Campanhas Escolares: arrecadando mais do que donativos ou recursos
Em maio deste ano, uma comoção atingiu o Brasil devido à magnitude da tragédia subsequente às fortes chuvas e à falta de prevenção a este respeito, levando tristeza a centenas de pessoas e prejuízos ainda incontáveis em uma unidade federativa do país. Cerca de 90% das cidades do Rio Grande do Sul foram afetadas pelas águas que caíram sobre o Estado, segundo balanço divulgado pela Defesa Civil no dia 16 do citado mês. De acordo com o relatório, 460 das 497 cidades gaúchas foram tomadas pelas tempestades – o equivalente a 92,5% do total. Dizendo em outras palavras, somente 37 municípios em todo o Rio Grande não sofreram o impacto.
Comoção e necessidade
Como costuma acontecer em situações de grandes consequências catastróficas, a preocupação, estupor e compadecimento reverteu-se, rapidamente, em iniciativas. Por todo o país, várias campanhas coletivas ou individuais tiveram o intuito de levar ao menos um pouco a quem perdeu tudo. Prefeituras, instâncias governamentais, particulares e instituições públicas – incluindo as de ensino – viraram pontos de arrecadação de capital financeiro e insumos dos mais variados: de água a roupas passando por mantimentos. Em várias localidades, muitas vezes, todo o corpo docente das escolas/colégios esteve envolvido não só no intuito de enviar donativos e sensibilizar parentes e familiares para tal, mas também de integrarem a logística de distribuição e envio. Um movimento imprescindível em situações semelhantes, mas que, talvez, não precisassem de algo pontual para acontecer.
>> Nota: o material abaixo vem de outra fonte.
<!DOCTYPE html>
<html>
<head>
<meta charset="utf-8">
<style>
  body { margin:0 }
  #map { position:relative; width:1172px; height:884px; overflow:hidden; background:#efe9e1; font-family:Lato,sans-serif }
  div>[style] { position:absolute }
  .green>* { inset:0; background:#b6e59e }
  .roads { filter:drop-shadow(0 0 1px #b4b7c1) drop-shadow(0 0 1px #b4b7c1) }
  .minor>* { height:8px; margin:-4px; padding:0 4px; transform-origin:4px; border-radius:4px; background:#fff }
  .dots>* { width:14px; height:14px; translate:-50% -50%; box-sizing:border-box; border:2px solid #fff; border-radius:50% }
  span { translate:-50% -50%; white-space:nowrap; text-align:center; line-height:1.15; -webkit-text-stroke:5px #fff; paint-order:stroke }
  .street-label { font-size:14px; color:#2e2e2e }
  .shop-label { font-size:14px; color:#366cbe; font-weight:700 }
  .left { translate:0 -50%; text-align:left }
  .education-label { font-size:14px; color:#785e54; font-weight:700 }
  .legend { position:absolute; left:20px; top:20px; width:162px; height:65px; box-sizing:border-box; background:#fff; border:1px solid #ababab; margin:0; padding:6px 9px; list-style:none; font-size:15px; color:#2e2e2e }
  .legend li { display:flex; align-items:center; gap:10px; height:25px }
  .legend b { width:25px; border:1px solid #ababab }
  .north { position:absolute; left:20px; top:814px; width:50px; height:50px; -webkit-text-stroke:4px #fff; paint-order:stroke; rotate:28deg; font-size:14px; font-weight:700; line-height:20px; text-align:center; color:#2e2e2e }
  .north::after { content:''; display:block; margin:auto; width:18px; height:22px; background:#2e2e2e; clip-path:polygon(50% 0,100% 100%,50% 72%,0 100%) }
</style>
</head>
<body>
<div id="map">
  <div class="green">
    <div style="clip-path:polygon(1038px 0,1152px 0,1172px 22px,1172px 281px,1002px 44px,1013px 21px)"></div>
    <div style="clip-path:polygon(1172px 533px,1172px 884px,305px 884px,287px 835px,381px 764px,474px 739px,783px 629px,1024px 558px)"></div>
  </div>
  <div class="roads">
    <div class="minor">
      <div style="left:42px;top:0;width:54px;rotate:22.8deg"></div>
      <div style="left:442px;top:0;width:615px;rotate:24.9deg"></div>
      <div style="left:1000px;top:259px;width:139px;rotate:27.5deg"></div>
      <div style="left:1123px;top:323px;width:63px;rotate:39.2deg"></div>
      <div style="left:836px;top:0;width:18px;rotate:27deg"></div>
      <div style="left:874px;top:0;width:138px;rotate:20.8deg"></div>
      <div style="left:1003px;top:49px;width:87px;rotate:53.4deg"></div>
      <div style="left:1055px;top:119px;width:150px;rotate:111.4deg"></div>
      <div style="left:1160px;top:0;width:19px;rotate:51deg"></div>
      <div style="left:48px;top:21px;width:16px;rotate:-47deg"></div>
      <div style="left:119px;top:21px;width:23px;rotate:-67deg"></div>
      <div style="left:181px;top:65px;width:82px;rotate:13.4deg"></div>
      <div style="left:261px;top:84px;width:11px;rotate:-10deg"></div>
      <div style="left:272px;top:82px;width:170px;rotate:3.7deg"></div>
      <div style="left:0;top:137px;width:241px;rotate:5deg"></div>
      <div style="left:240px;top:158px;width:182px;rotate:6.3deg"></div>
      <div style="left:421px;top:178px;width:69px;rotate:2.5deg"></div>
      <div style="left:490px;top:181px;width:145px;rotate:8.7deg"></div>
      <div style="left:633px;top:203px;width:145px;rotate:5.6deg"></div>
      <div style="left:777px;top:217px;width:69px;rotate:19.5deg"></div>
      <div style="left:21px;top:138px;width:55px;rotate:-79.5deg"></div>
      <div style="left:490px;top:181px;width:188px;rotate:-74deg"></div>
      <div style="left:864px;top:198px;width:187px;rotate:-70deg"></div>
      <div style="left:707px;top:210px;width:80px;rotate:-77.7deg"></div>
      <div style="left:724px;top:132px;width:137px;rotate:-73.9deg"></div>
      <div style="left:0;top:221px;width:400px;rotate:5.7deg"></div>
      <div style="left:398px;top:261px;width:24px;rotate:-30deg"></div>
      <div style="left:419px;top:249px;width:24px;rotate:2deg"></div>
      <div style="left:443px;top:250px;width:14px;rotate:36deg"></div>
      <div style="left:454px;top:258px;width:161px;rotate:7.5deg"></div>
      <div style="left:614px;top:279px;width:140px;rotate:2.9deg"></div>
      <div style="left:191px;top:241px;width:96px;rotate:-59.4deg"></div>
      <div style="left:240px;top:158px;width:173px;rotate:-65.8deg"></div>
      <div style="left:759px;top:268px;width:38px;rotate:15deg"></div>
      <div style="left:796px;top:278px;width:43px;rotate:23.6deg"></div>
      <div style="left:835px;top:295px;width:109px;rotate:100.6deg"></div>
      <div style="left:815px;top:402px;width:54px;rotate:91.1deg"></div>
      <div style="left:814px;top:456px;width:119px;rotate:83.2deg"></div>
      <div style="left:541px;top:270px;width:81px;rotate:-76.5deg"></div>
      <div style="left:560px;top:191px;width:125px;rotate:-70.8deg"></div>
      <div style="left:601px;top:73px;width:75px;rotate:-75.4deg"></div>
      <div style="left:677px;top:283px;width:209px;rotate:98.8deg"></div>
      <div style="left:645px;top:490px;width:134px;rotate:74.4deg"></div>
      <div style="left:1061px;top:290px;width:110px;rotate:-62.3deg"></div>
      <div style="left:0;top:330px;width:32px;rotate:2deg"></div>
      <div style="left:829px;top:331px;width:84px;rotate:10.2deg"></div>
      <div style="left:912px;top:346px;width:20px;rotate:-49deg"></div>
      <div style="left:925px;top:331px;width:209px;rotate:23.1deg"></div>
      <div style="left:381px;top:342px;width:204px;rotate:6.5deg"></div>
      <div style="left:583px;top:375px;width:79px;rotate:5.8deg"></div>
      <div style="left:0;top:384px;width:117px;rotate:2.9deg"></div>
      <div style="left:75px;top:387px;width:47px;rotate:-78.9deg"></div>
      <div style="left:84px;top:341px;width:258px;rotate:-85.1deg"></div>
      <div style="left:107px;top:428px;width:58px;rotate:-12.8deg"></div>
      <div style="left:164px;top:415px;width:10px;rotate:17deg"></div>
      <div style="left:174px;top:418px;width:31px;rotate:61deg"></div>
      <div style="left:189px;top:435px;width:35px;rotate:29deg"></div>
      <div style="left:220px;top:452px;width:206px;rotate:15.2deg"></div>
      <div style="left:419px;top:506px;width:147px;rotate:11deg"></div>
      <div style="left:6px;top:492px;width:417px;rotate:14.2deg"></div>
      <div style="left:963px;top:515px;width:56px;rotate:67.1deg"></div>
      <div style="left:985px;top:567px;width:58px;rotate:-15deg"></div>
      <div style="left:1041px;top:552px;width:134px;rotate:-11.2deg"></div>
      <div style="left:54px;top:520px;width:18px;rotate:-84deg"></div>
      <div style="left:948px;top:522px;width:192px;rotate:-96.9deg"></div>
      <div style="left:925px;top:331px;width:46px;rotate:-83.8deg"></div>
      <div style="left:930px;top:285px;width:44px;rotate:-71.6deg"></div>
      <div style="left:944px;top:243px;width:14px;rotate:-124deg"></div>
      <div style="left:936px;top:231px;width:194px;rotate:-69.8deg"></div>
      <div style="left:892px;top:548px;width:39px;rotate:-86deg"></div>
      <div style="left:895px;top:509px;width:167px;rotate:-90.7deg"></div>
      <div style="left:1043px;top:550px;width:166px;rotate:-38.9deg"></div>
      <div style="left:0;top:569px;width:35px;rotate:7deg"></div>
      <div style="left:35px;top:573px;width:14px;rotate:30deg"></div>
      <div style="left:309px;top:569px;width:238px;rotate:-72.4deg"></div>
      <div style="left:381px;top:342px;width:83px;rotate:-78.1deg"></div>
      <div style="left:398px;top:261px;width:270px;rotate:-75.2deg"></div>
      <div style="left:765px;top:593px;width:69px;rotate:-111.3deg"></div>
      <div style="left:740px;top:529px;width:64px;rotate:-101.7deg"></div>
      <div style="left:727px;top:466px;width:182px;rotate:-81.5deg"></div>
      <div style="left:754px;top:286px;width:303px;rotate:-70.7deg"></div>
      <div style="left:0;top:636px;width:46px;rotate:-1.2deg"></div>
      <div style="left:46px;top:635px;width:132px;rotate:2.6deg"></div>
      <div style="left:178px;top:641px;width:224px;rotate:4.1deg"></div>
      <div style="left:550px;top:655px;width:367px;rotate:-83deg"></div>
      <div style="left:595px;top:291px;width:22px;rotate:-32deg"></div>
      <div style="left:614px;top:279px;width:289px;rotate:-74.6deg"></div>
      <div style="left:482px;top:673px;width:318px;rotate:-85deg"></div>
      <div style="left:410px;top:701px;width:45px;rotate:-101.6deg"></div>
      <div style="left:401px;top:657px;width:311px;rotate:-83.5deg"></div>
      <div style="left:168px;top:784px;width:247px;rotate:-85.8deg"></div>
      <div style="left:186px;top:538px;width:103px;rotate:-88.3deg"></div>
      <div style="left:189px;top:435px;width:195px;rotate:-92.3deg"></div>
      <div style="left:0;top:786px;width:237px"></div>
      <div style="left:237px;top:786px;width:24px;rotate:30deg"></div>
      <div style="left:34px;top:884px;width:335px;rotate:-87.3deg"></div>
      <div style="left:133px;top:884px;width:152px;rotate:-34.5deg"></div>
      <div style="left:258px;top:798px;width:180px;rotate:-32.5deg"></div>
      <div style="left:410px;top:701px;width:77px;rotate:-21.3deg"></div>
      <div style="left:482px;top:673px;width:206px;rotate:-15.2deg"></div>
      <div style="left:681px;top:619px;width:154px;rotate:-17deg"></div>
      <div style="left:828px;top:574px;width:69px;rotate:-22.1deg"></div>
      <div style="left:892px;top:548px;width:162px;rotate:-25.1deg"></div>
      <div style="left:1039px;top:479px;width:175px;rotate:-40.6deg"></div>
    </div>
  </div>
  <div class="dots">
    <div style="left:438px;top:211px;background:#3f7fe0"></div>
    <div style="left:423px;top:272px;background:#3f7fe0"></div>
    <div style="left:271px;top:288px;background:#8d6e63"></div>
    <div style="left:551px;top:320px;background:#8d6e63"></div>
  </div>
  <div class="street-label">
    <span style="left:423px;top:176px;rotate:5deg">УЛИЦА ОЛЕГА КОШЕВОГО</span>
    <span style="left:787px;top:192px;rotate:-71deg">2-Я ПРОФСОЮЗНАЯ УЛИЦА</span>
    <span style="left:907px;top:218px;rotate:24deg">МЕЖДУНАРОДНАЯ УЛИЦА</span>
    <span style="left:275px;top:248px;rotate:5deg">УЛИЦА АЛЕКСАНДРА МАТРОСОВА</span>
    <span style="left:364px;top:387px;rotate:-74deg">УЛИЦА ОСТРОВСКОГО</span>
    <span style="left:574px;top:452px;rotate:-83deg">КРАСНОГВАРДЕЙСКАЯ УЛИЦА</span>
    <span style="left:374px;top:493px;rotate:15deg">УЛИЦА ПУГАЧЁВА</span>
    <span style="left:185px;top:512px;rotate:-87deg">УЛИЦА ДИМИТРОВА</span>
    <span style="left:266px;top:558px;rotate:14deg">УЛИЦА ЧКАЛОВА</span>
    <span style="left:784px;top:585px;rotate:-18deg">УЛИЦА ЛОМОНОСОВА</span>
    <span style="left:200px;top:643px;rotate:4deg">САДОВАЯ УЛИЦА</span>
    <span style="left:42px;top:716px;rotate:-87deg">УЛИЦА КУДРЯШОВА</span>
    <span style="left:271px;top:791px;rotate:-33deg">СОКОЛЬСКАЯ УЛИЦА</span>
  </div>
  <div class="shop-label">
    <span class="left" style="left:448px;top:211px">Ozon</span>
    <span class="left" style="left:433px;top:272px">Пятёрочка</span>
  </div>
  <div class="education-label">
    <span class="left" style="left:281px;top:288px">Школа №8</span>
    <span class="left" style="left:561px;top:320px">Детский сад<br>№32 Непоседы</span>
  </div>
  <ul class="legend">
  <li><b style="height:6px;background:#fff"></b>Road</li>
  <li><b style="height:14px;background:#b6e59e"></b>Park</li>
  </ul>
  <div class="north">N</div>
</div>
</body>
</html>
Necessidades prementes e constantes
Apesar da potência e da latência do fator emergencial, vários grupos de pessoas também apresentam vulnerabilidades e carências que são constantes. Exatamente por não estarem tão em evidência, entretanto, acabam sendo mais invisibilizadas. Por isso, campanhas emergenciais são válidas, mas também podem ganhar os status de durabilidade e constância sendo parte das atividades rotineiras das instituições de ensino. Além disso, os conhecimentos construídos por meio de uma ação emergencial (logística, distribuição, envio, arrecadação etc.) podem e devem ser úteis na formação não só do estudante, mas de todo o corpo escolar.
Solidariedade em ambiente escolar
Uma escola é (ou deveria ser) mais do que um espaço de formação intelectual e de desenvolvimento cognitivo. O sentido é de que ela seja complementar ao trabalho familiar na estruturação de cidadãos aptos a contribuir com a construção de uma sociedade cada vez mais justa, igualitária, democrática e empática. Desenvolver o olhar do estudante para o que está à sua volta e às necessidades alheias também é uma das atribuições dos mestres docentes preocupados com o desenvolvimento social dos indivíduos.
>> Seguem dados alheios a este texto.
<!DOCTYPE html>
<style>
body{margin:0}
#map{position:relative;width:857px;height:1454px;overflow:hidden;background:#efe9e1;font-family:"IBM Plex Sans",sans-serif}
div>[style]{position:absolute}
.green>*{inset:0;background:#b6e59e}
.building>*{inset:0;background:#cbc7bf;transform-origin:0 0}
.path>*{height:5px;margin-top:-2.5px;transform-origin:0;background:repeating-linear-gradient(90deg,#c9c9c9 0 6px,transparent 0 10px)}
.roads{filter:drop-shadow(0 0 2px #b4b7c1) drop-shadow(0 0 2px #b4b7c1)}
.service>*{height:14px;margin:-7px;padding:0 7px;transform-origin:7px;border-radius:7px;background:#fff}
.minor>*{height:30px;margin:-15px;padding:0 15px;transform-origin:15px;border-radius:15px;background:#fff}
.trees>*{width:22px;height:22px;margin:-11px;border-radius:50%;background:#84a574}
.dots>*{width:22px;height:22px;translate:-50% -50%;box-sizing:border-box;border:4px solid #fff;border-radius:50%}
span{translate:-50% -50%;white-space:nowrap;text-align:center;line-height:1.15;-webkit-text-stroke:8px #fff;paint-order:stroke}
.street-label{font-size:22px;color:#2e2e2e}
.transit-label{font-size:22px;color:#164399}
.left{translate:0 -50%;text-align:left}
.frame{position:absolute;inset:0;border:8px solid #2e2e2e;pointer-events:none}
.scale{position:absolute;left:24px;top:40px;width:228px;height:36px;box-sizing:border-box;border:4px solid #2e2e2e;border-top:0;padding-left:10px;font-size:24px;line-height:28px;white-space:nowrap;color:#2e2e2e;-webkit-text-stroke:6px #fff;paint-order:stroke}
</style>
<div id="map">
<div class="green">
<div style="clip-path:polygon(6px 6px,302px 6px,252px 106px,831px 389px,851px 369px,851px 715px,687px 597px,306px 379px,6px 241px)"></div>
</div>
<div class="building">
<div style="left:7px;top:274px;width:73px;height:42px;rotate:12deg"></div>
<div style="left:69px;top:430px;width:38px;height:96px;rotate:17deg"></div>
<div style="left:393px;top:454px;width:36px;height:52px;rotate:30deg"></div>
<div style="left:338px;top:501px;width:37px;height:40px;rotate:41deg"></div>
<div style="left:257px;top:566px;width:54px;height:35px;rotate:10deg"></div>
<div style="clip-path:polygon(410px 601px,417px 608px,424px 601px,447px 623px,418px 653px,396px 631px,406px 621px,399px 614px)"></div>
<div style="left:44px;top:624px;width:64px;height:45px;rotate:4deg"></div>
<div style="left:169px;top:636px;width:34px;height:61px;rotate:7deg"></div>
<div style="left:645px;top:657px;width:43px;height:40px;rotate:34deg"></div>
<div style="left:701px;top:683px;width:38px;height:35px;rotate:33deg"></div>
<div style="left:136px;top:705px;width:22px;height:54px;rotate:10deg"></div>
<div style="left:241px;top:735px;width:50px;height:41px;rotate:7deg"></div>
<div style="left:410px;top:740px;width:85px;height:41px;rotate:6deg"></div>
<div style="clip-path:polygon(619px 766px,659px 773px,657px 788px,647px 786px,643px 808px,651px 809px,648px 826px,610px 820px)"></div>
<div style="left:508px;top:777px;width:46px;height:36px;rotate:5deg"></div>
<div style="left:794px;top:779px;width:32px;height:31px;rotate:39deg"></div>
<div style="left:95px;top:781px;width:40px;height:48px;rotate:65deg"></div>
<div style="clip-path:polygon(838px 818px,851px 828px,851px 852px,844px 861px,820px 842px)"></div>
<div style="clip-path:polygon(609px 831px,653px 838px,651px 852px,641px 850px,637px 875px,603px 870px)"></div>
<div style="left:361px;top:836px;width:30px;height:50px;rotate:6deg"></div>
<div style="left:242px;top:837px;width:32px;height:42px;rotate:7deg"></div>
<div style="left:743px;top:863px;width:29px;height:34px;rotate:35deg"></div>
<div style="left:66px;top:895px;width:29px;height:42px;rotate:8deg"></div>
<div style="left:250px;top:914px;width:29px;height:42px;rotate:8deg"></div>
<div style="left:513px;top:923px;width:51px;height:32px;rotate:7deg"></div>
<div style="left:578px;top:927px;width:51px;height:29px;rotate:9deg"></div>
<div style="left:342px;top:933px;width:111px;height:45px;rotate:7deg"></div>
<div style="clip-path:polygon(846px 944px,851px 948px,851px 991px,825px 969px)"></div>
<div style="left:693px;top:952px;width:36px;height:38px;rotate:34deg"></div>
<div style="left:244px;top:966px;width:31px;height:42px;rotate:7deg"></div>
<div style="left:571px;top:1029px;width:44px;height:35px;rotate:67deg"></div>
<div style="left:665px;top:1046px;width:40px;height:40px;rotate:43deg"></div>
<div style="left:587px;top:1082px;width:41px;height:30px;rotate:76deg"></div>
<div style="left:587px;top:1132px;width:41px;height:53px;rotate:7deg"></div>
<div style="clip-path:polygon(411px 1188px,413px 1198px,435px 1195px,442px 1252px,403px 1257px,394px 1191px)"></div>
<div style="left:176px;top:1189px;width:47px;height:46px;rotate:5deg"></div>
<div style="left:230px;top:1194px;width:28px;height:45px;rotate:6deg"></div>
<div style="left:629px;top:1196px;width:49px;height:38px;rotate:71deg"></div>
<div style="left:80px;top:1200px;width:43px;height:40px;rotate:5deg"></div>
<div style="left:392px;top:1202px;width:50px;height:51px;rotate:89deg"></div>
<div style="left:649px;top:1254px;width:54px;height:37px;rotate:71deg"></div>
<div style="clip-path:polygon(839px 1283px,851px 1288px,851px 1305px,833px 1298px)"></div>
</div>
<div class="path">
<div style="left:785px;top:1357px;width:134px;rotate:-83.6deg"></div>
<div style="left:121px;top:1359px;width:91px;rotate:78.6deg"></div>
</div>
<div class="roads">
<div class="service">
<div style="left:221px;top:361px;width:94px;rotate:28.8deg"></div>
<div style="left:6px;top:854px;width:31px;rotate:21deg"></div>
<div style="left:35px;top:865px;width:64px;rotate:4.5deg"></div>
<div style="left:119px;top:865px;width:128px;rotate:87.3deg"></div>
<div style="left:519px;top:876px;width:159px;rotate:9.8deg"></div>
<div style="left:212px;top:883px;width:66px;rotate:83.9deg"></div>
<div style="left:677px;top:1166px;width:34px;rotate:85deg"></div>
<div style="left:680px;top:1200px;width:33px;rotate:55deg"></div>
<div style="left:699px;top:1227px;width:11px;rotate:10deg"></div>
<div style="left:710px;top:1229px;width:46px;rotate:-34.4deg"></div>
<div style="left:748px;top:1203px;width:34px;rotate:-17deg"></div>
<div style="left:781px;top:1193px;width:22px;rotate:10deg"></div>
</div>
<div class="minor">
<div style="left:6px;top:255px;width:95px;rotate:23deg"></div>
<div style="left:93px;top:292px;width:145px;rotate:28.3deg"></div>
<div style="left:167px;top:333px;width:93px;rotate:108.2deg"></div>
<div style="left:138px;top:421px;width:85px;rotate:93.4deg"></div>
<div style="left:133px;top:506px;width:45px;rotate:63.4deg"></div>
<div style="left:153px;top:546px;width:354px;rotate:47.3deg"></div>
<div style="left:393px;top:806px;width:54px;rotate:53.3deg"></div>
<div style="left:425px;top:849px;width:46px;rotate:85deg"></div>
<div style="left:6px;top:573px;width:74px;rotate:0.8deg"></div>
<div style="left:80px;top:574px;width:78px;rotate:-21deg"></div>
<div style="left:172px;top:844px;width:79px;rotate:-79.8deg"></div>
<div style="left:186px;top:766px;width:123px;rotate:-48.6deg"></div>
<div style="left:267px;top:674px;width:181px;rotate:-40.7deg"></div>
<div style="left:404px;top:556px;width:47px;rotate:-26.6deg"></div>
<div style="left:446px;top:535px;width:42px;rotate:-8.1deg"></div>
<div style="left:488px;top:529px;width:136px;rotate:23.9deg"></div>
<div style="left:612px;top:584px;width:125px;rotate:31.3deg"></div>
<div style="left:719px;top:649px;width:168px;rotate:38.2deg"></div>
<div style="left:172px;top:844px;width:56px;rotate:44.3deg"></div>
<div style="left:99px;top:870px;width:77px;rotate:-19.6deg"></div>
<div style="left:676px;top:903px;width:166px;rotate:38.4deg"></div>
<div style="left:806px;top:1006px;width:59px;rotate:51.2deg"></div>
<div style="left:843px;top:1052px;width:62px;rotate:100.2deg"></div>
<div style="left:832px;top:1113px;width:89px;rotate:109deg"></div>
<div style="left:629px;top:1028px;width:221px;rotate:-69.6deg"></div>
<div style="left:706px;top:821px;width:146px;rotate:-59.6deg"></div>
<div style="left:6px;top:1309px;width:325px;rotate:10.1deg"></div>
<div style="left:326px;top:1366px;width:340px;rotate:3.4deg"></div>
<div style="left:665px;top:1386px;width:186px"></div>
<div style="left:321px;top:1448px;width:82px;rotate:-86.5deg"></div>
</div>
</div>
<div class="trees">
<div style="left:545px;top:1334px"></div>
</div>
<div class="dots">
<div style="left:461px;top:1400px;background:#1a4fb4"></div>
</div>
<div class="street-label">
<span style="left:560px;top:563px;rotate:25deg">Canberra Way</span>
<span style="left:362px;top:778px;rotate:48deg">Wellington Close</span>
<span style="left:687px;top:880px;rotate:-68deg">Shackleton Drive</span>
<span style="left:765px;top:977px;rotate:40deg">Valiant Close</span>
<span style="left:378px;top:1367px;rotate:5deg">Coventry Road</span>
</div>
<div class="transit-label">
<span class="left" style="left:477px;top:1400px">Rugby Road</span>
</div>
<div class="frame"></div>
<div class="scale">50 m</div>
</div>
Mais do que o debate sobre a temática na sala de aula e a realização de campanhas esporádicas, é interessante, salutar e enriquecedor que elas estejam na rotina da comunidade escolar de forma que passe a se tornar habitual na vida não apenas dos estudantes, mas de todo o corpo docente. Uma forma eficiente e altruísta de promover trocas a respeito de conceitos como solidariedade e responsabilidade social, além de reforçar o fortalecimento dos laços entre escola e comunidade, em um ambiente de cooperação e apoio mútuos. Contudo, para que estejam inseridas no calendário anual escolar, é importante que estas campanhas e ações estejam amparadas em estratégias eficazes, pensadas com antecedência e inseridas nas atividades rotineiras. Seja mensal, bimestral, trimestral ou semestralmente, sua plena fruição depende da premissa da regularidade. Quais são, portanto, os formatos que estas campanhas podem ter?
Várias maneiras de arrecadar/conscientizar
Os tipos e formatos de uma campanha de arrecadação dependem, diretamente, do objetivo. À exceção das emergenciais, que estão intimamente relacionadas ao motivo da emergência, as rotineiras e continuadas podem ser adaptadas aos recursos disponíveis, às faixas etárias dos estudantes ou ao contexto que se quer explorar enquanto viés de aprendizado. Vejamos alguns exemplos:
- Arrecadação de itens – podem ser coletas de alimentos, roupas e/ou brinquedos destinados a crianças/idosos ou pessoas em vulnerabilidade da comunidade ou abrigos;
- Arrecadação “produtiva” – produção de desenhos, cartas ou mesmo presentes para idosos em abrigos, bem como visitação aos mesmos, esporadicamente;
- Conscientização e arrecadação de fundos para ações sociais – tanto para questões de crises humanitárias/climáticas, bem como para redução de danos globais. Válido, também, quando em prol de eventos educativos e culturais como ações contra o racismo, bullying, violência etc.
Passo a passo
Elaborar uma campanha que realmente resulte em efetividade (no caso, arrecadação de donativos e/ou capital) exige planejamento e logística, por mais simples que ela seja. Para isso, primeiramente, é preciso entender e definir claramente quais objetivos devem ser atingidos e de que forma esta causa dialogará com os valores e missões da instituição de ensino.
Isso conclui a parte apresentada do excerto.